3 Volume 8: Deadpool vs. The Marvel Universe
(Collects Cable & Deadpool #43-50)
The final volume of Cable & Deadpool collects the “Alone Again, Naturally” story arc, in which – as the title suggests –Deadpool goes on one final whirlwind tour, fighting and annoying his way through the Marvel Universe, is a bittersweet final stretch for the series. With Cable dead in the present-day Marvel Universe, the series is effectively a prelude to the relaunched Deadpool solo title that would follow Cable & Deadpool. It ranks highly on this list because, while he’s not physically present, Cable’s memory saturates the series’ final story; that, and writer Fabian Nicieza goes out on a high note – he finished writing the series with Issue #48, providing the story to writer Reilly Brown for the concluding two issues.
Cable & Deadpool Volume 8: Deadpool vs. The Marvel Universe features a plethora of cameo appearances, including but not limited to Captain America, the Fantastic Four and Doctor Doom, Dr. Strange, and Spider-Man.
2 Volume 7: Separation Anxiety
(Collects Cable & Deadpool #36-42)
Volume 7: Separation Anxiety is Cable & Deadpool pushed to its limits, in the best possible way; the “Unfinished Business” arc finds its main characters in conflict once more, resulting in the Merc With a Mouth pairing with another iconic Marvel mercenary: Taskmaster. The story is jammed with action, and humor, eventually reaching the height of zaniness as Deadpool shrinks uding Henry Pym’s technology, before concluding with a pivotal confrontation between Deadpool and his greatest antagonists, T-Ray. The “Fractured” arc is essentially the series’ climax; with Cable’s role in the book having been subsumed by other X-title appearances, Fabian Niciezia gets to kill him off – at least for the remainder of Cable & Deadpool.
Aside from Taskmaster, Cable & Deadpool Volume 7: Separation Anxiety also features villain Rhino, and minor recurring character Bob, Agent og Hydra.

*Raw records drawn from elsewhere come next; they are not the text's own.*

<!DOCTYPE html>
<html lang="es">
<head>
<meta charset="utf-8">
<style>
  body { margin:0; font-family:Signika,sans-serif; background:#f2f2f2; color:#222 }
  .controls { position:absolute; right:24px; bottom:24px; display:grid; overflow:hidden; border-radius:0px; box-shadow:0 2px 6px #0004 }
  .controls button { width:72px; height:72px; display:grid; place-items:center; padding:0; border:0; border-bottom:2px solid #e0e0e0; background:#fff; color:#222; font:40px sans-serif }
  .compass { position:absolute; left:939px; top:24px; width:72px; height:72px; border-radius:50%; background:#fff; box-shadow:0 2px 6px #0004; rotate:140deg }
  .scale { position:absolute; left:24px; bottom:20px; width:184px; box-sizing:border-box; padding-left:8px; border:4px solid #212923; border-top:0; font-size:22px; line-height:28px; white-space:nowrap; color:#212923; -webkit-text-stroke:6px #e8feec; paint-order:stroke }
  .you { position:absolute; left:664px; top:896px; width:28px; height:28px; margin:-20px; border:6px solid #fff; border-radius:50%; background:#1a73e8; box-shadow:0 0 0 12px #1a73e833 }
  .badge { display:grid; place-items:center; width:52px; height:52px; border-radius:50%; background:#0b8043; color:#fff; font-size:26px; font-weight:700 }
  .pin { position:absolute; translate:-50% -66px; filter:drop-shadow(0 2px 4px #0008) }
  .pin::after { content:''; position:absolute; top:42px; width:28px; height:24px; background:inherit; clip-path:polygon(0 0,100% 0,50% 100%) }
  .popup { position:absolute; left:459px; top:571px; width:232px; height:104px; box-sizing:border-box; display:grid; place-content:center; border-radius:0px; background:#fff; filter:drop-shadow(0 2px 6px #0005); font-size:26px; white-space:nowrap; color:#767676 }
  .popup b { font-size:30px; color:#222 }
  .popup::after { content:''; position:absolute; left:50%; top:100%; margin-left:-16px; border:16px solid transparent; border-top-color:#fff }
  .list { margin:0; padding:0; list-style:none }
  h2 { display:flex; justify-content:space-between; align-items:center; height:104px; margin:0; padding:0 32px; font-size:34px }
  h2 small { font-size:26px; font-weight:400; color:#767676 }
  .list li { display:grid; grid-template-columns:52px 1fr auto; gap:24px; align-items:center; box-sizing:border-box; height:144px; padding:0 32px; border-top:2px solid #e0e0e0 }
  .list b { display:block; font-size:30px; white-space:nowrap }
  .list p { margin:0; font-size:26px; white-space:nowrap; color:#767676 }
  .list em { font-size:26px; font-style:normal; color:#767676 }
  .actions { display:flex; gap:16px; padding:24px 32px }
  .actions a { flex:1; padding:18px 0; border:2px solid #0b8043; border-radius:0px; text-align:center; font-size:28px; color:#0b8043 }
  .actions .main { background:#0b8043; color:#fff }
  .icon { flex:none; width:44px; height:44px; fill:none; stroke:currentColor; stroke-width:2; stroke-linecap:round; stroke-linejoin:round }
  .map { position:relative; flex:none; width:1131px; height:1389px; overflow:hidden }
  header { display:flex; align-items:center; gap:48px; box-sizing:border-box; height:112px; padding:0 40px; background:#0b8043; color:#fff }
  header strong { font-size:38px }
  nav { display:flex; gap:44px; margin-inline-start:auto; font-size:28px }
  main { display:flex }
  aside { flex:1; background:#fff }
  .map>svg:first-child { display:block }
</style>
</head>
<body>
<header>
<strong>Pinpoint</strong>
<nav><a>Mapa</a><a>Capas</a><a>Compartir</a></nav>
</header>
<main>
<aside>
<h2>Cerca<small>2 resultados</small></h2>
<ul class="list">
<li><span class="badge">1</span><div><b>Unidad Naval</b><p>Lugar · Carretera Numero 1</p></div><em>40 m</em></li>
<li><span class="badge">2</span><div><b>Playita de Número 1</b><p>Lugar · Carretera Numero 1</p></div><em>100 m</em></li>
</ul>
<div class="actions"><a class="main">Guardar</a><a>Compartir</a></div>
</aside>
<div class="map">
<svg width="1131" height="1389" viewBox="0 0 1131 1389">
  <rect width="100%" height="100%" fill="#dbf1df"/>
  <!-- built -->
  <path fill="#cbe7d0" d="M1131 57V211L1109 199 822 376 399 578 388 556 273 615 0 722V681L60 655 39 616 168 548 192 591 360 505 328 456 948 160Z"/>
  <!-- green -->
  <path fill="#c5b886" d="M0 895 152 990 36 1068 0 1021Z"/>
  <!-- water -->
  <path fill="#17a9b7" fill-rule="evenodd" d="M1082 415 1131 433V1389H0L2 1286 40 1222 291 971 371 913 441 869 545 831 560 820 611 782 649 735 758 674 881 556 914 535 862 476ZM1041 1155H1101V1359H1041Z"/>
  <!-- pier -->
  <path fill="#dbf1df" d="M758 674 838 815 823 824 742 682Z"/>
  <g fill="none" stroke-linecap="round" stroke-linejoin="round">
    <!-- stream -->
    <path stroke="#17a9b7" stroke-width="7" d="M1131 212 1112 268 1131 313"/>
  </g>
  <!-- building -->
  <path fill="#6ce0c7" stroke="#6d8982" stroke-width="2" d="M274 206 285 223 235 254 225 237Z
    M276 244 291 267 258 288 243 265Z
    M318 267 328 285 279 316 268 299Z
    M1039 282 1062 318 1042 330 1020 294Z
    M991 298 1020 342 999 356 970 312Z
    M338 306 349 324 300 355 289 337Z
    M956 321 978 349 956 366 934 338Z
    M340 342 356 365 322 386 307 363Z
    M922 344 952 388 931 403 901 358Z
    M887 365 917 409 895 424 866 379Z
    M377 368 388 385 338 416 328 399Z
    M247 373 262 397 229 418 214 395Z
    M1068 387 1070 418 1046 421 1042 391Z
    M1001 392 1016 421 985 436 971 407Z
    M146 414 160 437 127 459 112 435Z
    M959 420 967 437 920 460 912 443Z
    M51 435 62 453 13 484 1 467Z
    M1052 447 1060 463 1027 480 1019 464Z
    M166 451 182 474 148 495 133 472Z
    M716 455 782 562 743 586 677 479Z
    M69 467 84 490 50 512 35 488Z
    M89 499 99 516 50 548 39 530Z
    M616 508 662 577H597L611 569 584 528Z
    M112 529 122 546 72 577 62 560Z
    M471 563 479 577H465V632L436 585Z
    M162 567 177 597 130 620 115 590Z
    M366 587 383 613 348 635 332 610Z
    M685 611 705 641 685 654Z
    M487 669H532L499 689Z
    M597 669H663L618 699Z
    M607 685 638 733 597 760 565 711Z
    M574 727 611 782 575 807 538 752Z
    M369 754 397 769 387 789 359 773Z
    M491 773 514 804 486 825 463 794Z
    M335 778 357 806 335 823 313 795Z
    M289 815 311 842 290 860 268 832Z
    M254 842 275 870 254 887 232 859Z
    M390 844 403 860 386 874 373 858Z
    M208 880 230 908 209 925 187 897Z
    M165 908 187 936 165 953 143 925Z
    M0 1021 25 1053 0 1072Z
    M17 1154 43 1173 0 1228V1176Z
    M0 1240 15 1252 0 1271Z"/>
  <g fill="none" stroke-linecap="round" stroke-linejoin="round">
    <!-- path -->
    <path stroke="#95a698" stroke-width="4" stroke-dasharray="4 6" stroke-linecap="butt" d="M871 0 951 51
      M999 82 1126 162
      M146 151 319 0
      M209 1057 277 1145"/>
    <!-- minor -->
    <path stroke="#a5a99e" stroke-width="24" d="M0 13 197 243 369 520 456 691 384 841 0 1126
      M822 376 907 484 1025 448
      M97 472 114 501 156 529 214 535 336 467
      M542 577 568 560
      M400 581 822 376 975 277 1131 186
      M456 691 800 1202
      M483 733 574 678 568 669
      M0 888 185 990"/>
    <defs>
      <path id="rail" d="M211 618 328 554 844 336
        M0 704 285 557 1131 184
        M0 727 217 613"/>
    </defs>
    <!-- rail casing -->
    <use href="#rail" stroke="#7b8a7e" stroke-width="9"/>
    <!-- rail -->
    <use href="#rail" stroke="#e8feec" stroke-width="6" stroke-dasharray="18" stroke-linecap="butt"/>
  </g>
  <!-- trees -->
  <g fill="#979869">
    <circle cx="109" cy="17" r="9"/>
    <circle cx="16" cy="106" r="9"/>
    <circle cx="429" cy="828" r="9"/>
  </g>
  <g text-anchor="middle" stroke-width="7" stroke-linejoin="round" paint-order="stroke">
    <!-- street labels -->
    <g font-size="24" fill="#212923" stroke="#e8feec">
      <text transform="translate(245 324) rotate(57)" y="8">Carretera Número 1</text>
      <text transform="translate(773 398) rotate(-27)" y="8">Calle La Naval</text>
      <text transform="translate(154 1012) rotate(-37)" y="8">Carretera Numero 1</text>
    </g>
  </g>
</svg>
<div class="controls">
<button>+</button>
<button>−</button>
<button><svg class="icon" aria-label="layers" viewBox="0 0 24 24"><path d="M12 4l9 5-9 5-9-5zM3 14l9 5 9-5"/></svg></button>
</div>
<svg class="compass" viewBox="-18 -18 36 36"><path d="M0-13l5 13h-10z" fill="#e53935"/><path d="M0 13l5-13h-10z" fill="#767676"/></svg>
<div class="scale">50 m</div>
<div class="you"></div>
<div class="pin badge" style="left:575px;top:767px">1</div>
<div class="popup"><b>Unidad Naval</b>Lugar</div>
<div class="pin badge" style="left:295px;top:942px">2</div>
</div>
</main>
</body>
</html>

1 Volume 3: The Human Race
(Collects Cable & Deadpool #13-18)
From “A Murder in Paradise,” to the conclusion of “Enema of the State,” Cable & Deadpool Volume 3: The Human Race
offers the most perfectly balanced execution of the series’ stand-out elements. As is the case when the series is at its best, Deadpool and his irreverent, fourth-wall breaking comedy are the focus, but Cable is at the heart of the story. Following a falling out between the two, after Deadpool kills a terrorist being harbored by Cable in his “Providence” safe zone, Cable goes on a mission with X-Force, during which he disappears; soon enough, Wade Wilson finds himself traveling across the multiverse – accompanied by X-Men Cannonball and Siryn – searching for his friend.
The “Enema of the State”arc – issues #15-18 – brings Wade into contact with several alternate versions of Cable; one who has succumbed and become a Horseman of Apocalypse; one who has become “Brother Nathan,” benevolent ruler of a utopian Earth; and one who has become the heart of a Phalanx-dominated Earth. Finally, Deadpool, Siryn, and Cannonball visit the “House of M” continuity, where they find a baby version of Cable, once more genetically developed by Mr. Sinister. The arc closes with Wade & Co. escaping with this baby Cable — setting a precedent for Cable’s later storyline with Hope Summers.
Featuring the perfect blend of the series’ low-concept humor and high-concept ideas, Cable & Deadpool Volume 3: The Human Race proves to be the most dialed-in depiction of both characters. The arc gives Deadpool his most concrete purpose in the course of the entire book, while at the same time stripping away the artifice of Cable’s character and showing his true potential in a variety of different ways. With The Human Race, Cable and Deadpool both fully actualize the potential of their characters promised by their co-headlining title, giving readers an all-time great Marvel Comics story in the process.
Cable & Deadpool Volume 3: The Human Race features notable appearances by mutant inventor Forge, the “House of M” version of Mister Sinister, and versions of Archangel, Blob, and Spider-Man as Horsemen of Apocalypse alongside Cable.